Savaşın kısa bilançosuna baktığımızda da karşımıza kabaca şöyle bir tablo çıkmaktadır. her şeyden önce bilince çıkarılması gereken olgu, medyaya yansıyan rakamların, verilerin tahmini rakam ve veriler olduğu; ve bunların da her seferinde değişik kaynaklarca farklı verildiğidir. BM’nin verdiği rakamlara göre savaşta yaşamını yitirenlerin sayısı 2300-2600 arasındadır. Yaralılar ise 8000-11000 civarındadır. Yerinden, evinden-barkından edilen, kaçış yollarına düşenlerin sayısı ise 300.000 ile 500.000 kadar verilmektedir. İnsani felaket ama bunlarla sınırlı değildir. Kimi verilere göre 16 Milyon, kimine göre de 20 Milyon insanın acil yardıma ihtiyacı vardır. Ülkenin kamu yaşamı ve sağlık sistemi neredeyse tümüyle çökmüş durumdadır. Milyonlarca insan, gıda, su, ilaç, yakıt vb. vb. zaruri ihtiyaçlarından yoksundur. Yakıt yokluğundan ne hastahane/ ilkyardım arabaları, ne de çöp kamyonları çalışabilmektedir. Buna bağlı olarak hastalara bakım mümkün değil, çöpler birikmekte ve sıcak havanın etkisiyle yeni hastalıklara yol açma tehlikesini gündeme getirmektedir.
Burada saydığımız ve saymadığımız birçok etken Yemen’de insanlara hayatı yaşanmaz kılmakta, savaşın ve çatışmaların sürdüğü ortamda, örneğin Aden’de ölülerin cesetleri kimi zaman günlerce caddelerde, sokaklarda, yerde kalmaktadır.

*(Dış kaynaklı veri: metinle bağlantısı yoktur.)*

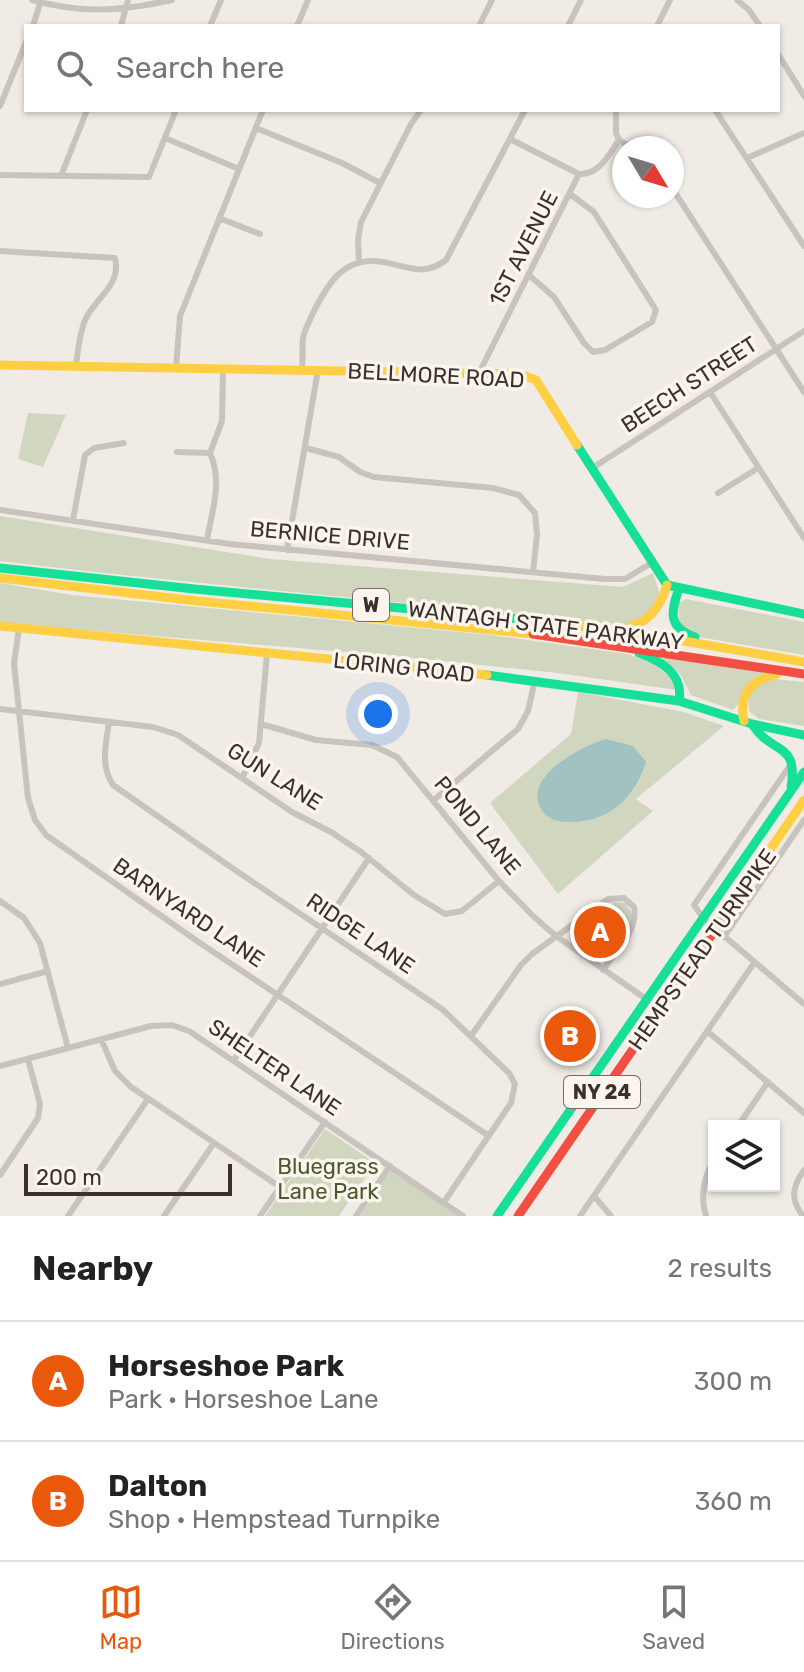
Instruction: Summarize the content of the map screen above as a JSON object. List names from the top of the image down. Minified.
{"streets":{"main road":["BELLMORE ROAD","W","WANTAGH STATE PARKWAY","LORING ROAD","HEMPSTEAD TURNPIKE","NY 24"],"street":["1ST AVENUE","BEECH STREET","BERNICE DRIVE","GUN LANE","POND LANE","BARNYARD LANE","RIDGE LANE","SHELTER LANE"]},"crossings":[["1ST AVENUE","BELLMORE ROAD"],["BELLMORE ROAD","BEECH STREET"],["BELLMORE ROAD","BERNICE DRIVE"],["LORING ROAD","BARNYARD LANE"],["GUN LANE","POND LANE"],["GUN LANE","BARNYARD LANE"],["GUN LANE","RIDGE LANE"],["POND LANE","HEMPSTEAD TURNPIKE"],["BARNYARD LANE","RIDGE LANE"],["RIDGE LANE","SHELTER LANE"]],"parks":["Bluegrass Lane Park"],"scale_bar":"200 m","north":"bottom right","page":{"search":"Search here","pins":["A","B"],"scale":"200 m","heading":["Nearby","2 results"],"list":[{"mark":"A","name":"Horseshoe Park","note":"Park · Horseshoe Lane","value":"300 m"},{"mark":"B","name":"Dalton","note":"Shop · Hempstead Turnpike","value":"360 m"}],"nav":["Map","Directions","Saved"]}}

Sonuçta yaşanan barbarlığı yazmak bile insanı öfkelendiriyor, avazı çıktığı kadar bağırası geliyor insanın! Mesele ama öfkeyi bilince, bilinci sömürü sistemine, barbarlığa karşı mücadeleye ve örgütlenmeye dönüştürmektir! Kapitalist-emperyalist sistem varlığını sürdürdükçe, böylesi barbarlıkların yaşanması da var olacaktır. Barbarlığa son vermek isteyenlerin, bu sisteme karşı örgütlenip mücadele etmesi, olmazsa olmazlardandır. Çağrı’mız, sınıfsız, sömürüsüz Yeni Dünya İçin mücadeleyedir!